Friday, February 02, 2007

In the night when lights are low.

I do love that good old 1950s rock and roll.

I have no shame whatsoever in professing my love for Ricky Nelson's classic tracks from that era (except "My Bucket's Got a Hole In It"... never did understand that one), and even Elvis' stuff from the era is good (I'm not a big fan of his, though). Bobby Darin's That's All album from 1959 is rock and roll with a bit of big band trim and let's not forget the advent of Ray Charles on Atlantic and what he brought to American culture in the late 1950s and to music forever thereafter.

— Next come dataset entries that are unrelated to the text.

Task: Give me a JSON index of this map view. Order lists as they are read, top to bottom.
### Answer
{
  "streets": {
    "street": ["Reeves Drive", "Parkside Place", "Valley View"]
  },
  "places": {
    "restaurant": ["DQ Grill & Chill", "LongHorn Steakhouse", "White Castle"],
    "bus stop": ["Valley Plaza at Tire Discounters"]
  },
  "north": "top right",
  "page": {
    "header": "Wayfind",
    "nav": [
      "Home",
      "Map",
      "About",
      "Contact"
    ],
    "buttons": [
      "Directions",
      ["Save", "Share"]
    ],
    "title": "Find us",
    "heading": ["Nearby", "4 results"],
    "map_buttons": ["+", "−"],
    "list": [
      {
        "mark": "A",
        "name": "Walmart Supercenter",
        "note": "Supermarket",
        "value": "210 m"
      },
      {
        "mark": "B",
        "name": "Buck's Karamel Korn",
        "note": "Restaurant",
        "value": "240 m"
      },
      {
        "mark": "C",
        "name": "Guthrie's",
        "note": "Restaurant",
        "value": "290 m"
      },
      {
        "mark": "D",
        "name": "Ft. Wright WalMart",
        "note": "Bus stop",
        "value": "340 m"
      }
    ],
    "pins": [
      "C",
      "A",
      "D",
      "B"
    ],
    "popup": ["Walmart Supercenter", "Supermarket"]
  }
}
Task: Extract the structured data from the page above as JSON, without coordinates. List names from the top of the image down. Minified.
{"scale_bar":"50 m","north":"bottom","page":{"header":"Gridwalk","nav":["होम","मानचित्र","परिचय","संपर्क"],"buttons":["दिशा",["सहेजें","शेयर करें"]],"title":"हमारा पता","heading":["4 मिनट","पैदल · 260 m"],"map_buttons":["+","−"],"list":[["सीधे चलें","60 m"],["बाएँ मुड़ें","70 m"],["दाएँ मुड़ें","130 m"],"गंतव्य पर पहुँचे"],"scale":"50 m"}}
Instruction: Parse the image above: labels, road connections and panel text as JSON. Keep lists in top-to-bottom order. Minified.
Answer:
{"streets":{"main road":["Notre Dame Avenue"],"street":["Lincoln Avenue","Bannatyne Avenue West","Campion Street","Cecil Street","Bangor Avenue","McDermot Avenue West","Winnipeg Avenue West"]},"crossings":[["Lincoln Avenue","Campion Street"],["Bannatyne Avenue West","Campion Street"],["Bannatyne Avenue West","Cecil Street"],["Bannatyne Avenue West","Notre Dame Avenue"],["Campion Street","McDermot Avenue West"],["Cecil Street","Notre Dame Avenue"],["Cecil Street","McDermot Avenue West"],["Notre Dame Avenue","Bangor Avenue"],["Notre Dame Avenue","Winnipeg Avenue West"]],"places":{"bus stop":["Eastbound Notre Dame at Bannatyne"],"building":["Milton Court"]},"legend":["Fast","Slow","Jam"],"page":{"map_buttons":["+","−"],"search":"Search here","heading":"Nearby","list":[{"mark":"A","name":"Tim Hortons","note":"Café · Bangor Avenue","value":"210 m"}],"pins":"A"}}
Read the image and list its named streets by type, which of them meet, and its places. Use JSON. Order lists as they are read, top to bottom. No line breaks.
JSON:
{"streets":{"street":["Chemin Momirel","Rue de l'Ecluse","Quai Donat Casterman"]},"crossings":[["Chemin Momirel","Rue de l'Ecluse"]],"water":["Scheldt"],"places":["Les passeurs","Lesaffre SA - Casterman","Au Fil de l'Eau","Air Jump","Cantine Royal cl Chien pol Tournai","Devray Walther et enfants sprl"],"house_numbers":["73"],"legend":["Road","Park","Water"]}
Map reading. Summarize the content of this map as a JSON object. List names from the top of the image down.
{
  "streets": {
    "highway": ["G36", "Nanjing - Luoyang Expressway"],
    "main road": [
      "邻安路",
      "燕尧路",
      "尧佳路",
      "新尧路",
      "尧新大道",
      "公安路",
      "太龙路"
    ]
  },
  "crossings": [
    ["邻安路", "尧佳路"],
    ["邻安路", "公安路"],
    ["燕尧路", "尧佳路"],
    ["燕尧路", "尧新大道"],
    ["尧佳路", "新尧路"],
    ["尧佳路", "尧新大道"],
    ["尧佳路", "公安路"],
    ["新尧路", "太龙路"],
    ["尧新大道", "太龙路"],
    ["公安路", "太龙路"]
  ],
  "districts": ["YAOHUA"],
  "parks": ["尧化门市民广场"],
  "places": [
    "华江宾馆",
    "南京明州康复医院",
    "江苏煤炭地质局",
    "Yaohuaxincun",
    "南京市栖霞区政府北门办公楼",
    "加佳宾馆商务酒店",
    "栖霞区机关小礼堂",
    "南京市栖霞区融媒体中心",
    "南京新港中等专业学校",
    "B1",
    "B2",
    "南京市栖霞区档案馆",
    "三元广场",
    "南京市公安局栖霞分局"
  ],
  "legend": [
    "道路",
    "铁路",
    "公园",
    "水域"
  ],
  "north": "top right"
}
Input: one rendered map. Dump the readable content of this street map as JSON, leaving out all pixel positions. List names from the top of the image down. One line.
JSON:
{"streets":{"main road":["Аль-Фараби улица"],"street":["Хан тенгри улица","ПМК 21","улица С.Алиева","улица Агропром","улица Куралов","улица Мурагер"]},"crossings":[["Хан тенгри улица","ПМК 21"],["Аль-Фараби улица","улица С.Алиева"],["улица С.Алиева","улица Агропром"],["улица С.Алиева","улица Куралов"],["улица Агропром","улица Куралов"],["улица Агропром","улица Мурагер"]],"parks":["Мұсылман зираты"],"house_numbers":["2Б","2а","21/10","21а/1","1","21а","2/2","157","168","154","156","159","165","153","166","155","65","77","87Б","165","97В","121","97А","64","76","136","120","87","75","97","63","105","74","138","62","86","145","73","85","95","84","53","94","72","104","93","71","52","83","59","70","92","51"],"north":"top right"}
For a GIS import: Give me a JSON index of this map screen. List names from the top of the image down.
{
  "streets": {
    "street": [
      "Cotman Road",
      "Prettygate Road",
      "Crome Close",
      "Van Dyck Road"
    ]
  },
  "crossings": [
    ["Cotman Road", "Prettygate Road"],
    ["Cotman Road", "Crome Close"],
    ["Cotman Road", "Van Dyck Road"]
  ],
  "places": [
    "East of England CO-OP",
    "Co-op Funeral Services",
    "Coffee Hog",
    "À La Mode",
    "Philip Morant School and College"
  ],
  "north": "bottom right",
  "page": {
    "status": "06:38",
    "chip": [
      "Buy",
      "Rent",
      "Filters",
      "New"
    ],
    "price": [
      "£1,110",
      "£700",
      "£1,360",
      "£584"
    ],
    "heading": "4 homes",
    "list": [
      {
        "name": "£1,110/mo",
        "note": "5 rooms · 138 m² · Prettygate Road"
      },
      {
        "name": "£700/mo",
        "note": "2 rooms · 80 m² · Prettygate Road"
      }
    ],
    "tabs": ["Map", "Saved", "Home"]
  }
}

My favorite 1950s rock and roller though, is unquestionably Buddy Holly. He gets points Elvis could never match because he at least had a hand in writing his own material and the improbable amount of classics in his run of singles from 1957-1959 still boggles my mind. The leaps he made in his music in the three year span also was stunning - think of the worlds of separation between "Oh Boy!" and "Raining in My Heart." He forged the way for double-tracked vocals with "Words of Love" and managed to make Paul Anka sound like a kick ass songwriter with "It Doesn't Matter Anymore." If his life hadn't been cut short, what he might've done could've arguably made the Beatles' own progress the following decade look sluggish.

Tomorrow will mark the 48th anniversary of the Day the Music Died, when Holly, Ritchie Valens and the Big Bopper were killed in Clear Lake, Iowa after chartering a small plane to fly to their next gig, having tired of staying on a cramped bus with a faulty heater. If it was anywhere near as cold as it has been in Madison lately, I perfectly understand their logic.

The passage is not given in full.